■ DATA SECTION ■
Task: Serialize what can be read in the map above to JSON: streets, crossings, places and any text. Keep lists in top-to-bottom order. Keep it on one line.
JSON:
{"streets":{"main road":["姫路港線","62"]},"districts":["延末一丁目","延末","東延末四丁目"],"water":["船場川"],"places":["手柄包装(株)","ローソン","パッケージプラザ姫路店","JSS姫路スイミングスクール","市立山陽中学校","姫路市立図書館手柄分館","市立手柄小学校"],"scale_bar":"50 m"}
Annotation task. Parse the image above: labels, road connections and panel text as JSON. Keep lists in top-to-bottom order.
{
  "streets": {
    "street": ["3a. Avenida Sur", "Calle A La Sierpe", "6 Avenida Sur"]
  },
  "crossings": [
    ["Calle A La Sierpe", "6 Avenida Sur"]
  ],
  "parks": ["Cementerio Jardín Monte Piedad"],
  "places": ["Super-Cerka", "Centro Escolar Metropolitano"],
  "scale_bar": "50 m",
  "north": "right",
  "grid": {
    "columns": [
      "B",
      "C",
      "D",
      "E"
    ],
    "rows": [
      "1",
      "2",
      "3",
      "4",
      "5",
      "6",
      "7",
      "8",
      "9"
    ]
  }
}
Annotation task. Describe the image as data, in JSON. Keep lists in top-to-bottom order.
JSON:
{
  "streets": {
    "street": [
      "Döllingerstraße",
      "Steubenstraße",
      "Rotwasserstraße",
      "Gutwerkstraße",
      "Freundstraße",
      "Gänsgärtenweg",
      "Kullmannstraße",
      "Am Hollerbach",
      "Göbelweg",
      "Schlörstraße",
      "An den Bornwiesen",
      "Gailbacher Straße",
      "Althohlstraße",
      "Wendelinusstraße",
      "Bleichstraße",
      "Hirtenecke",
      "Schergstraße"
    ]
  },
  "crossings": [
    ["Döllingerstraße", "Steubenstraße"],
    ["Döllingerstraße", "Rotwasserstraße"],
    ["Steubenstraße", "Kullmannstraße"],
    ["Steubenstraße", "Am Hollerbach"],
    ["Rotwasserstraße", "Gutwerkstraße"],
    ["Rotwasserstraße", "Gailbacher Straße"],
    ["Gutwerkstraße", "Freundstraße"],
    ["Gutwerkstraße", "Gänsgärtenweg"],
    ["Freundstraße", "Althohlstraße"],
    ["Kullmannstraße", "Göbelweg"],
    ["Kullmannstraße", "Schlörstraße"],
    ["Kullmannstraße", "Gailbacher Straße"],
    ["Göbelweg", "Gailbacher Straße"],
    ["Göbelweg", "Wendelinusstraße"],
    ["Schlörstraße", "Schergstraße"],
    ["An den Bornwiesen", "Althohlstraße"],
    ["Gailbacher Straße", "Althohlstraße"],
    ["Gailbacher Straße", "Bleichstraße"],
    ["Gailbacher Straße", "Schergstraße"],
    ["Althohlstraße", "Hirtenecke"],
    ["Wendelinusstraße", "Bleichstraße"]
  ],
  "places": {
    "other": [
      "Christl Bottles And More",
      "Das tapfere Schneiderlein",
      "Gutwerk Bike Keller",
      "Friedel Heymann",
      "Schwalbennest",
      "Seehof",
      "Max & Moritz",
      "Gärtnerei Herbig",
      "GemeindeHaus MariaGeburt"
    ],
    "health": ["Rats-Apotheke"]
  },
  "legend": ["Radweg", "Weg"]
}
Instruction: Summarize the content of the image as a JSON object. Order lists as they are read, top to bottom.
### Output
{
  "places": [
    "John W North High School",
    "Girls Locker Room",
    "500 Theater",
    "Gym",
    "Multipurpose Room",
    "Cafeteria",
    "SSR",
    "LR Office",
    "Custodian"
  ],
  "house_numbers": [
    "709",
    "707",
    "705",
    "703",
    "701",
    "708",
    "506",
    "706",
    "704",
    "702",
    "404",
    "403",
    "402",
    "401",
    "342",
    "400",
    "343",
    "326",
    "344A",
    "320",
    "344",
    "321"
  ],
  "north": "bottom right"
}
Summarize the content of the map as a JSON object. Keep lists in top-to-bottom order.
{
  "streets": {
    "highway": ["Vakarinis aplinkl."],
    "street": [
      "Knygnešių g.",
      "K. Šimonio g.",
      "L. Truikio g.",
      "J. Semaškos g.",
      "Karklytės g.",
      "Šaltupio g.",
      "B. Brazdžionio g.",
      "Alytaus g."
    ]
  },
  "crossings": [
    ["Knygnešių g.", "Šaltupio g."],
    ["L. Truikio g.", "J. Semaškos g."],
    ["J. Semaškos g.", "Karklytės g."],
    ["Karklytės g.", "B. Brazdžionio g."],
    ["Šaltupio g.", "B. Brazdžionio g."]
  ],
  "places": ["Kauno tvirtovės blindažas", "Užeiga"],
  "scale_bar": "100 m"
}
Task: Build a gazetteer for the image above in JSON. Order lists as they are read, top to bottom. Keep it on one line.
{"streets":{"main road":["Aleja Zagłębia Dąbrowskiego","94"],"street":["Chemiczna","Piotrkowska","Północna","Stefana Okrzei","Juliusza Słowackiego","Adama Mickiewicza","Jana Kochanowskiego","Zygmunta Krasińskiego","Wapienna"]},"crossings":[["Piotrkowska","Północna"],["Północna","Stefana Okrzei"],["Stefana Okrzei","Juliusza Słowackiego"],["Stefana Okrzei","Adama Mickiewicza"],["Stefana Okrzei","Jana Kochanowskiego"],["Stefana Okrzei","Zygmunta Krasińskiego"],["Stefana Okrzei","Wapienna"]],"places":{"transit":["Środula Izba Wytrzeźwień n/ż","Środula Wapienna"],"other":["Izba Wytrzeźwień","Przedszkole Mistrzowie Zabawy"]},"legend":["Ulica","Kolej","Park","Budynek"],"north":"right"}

■ ACTIVITY ■
An exact, complete copy of the records is the expected answer.

■ SOLUTION TO THE EXERCISE ■
Task: Serialize what can be read in the map above to JSON: streets, crossings, places and any text. Keep lists in top-to-bottom order. Keep it on one line.
JSON:
{"streets":{"main road":["姫路港線","62"]},"districts":["延末一丁目","延末","東延末四丁目"],"water":["船場川"],"places":["手柄包装(株)","ローソン","パッケージプラザ姫路店","JSS姫路スイミングスクール","市立山陽中学校","姫路市立図書館手柄分館","市立手柄小学校"],"scale_bar":"50 m"}
Annotation task. Parse the image above: labels, road connections and panel text as JSON. Keep lists in top-to-bottom order.
{
  "streets": {
    "street": ["3a. Avenida Sur", "Calle A La Sierpe", "6 Avenida Sur"]
  },
  "crossings": [
    ["Calle A La Sierpe", "6 Avenida Sur"]
  ],
  "parks": ["Cementerio Jardín Monte Piedad"],
  "places": ["Super-Cerka", "Centro Escolar Metropolitano"],
  "scale_bar": "50 m",
  "north": "right",
  "grid": {
    "columns": [
      "B",
      "C",
      "D",
      "E"
    ],
    "rows": [
      "1",
      "2",
      "3",
      "4",
      "5",
      "6",
      "7",
      "8",
      "9"
    ]
  }
}
Annotation task. Describe the image as data, in JSON. Keep lists in top-to-bottom order.
JSON:
{
  "streets": {
    "street": [
      "Döllingerstraße",
      "Steubenstraße",
      "Rotwasserstraße",
      "Gutwerkstraße",
      "Freundstraße",
      "Gänsgärtenweg",
      "Kullmannstraße",
      "Am Hollerbach",
      "Göbelweg",
      "Schlörstraße",
      "An den Bornwiesen",
      "Gailbacher Straße",
      "Althohlstraße",
      "Wendelinusstraße",
      "Bleichstraße",
      "Hirtenecke",
      "Schergstraße"
    ]
  },
  "crossings": [
    ["Döllingerstraße", "Steubenstraße"],
    ["Döllingerstraße", "Rotwasserstraße"],
    ["Steubenstraße", "Kullmannstraße"],
    ["Steubenstraße", "Am Hollerbach"],
    ["Rotwasserstraße", "Gutwerkstraße"],
    ["Rotwasserstraße", "Gailbacher Straße"],
    ["Gutwerkstraße", "Freundstraße"],
    ["Gutwerkstraße", "Gänsgärtenweg"],
    ["Freundstraße", "Althohlstraße"],
    ["Kullmannstraße", "Göbelweg"],
    ["Kullmannstraße", "Schlörstraße"],
    ["Kullmannstraße", "Gailbacher Straße"],
    ["Göbelweg", "Gailbacher Straße"],
    ["Göbelweg", "Wendelinusstraße"],
    ["Schlörstraße", "Schergstraße"],
    ["An den Bornwiesen", "Althohlstraße"],
    ["Gailbacher Straße", "Althohlstraße"],
    ["Gailbacher Straße", "Bleichstraße"],
    ["Gailbacher Straße", "Schergstraße"],
    ["Althohlstraße", "Hirtenecke"],
    ["Wendelinusstraße", "Bleichstraße"]
  ],
  "places": {
    "other": [
      "Christl Bottles And More",
      "Das tapfere Schneiderlein",
      "Gutwerk Bike Keller",
      "Friedel Heymann",
      "Schwalbennest",
      "Seehof",
      "Max & Moritz",
      "Gärtnerei Herbig",
      "GemeindeHaus MariaGeburt"
    ],
    "health": ["Rats-Apotheke"]
  },
  "legend": ["Radweg", "Weg"]
}
Instruction: Summarize the content of the image as a JSON object. Order lists as they are read, top to bottom.
### Output
{
  "places": [
    "John W North High School",
    "Girls Locker Room",
    "500 Theater",
    "Gym",
    "Multipurpose Room",
    "Cafeteria",
    "SSR",
    "LR Office",
    "Custodian"
  ],
  "house_numbers": [
    "709",
    "707",
    "705",
    "703",
    "701",
    "708",
    "506",
    "706",
    "704",
    "702",
    "404",
    "403",
    "402",
    "401",
    "342",
    "400",
    "343",
    "326",
    "344A",
    "320",
    "344",
    "321"
  ],
  "north": "bottom right"
}
Summarize the content of the map as a JSON object. Keep lists in top-to-bottom order.
{
  "streets": {
    "highway": ["Vakarinis aplinkl."],
    "street": [
      "Knygnešių g.",
      "K. Šimonio g.",
      "L. Truikio g.",
      "J. Semaškos g.",
      "Karklytės g.",
      "Šaltupio g.",
      "B. Brazdžionio g.",
      "Alytaus g."
    ]
  },
  "crossings": [
    ["Knygnešių g.", "Šaltupio g."],
    ["L. Truikio g.", "J. Semaškos g."],
    ["J. Semaškos g.", "Karklytės g."],
    ["Karklytės g.", "B. Brazdžionio g."],
    ["Šaltupio g.", "B. Brazdžionio g."]
  ],
  "places": ["Kauno tvirtovės blindažas", "Užeiga"],
  "scale_bar": "100 m"
}
Task: Build a gazetteer for the image above in JSON. Order lists as they are read, top to bottom. Keep it on one line.
{"streets":{"main road":["Aleja Zagłębia Dąbrowskiego","94"],"street":["Chemiczna","Piotrkowska","Północna","Stefana Okrzei","Juliusza Słowackiego","Adama Mickiewicza","Jana Kochanowskiego","Zygmunta Krasińskiego","Wapienna"]},"crossings":[["Piotrkowska","Północna"],["Północna","Stefana Okrzei"],["Stefana Okrzei","Juliusza Słowackiego"],["Stefana Okrzei","Adama Mickiewicza"],["Stefana Okrzei","Jana Kochanowskiego"],["Stefana Okrzei","Zygmunta Krasińskiego"],["Stefana Okrzei","Wapienna"]],"places":{"transit":["Środula Izba Wytrzeźwień n/ż","Środula Wapienna"],"other":["Izba Wytrzeźwień","Przedszkole Mistrzowie Zabawy"]},"legend":["Ulica","Kolej","Park","Budynek"],"north":"right"}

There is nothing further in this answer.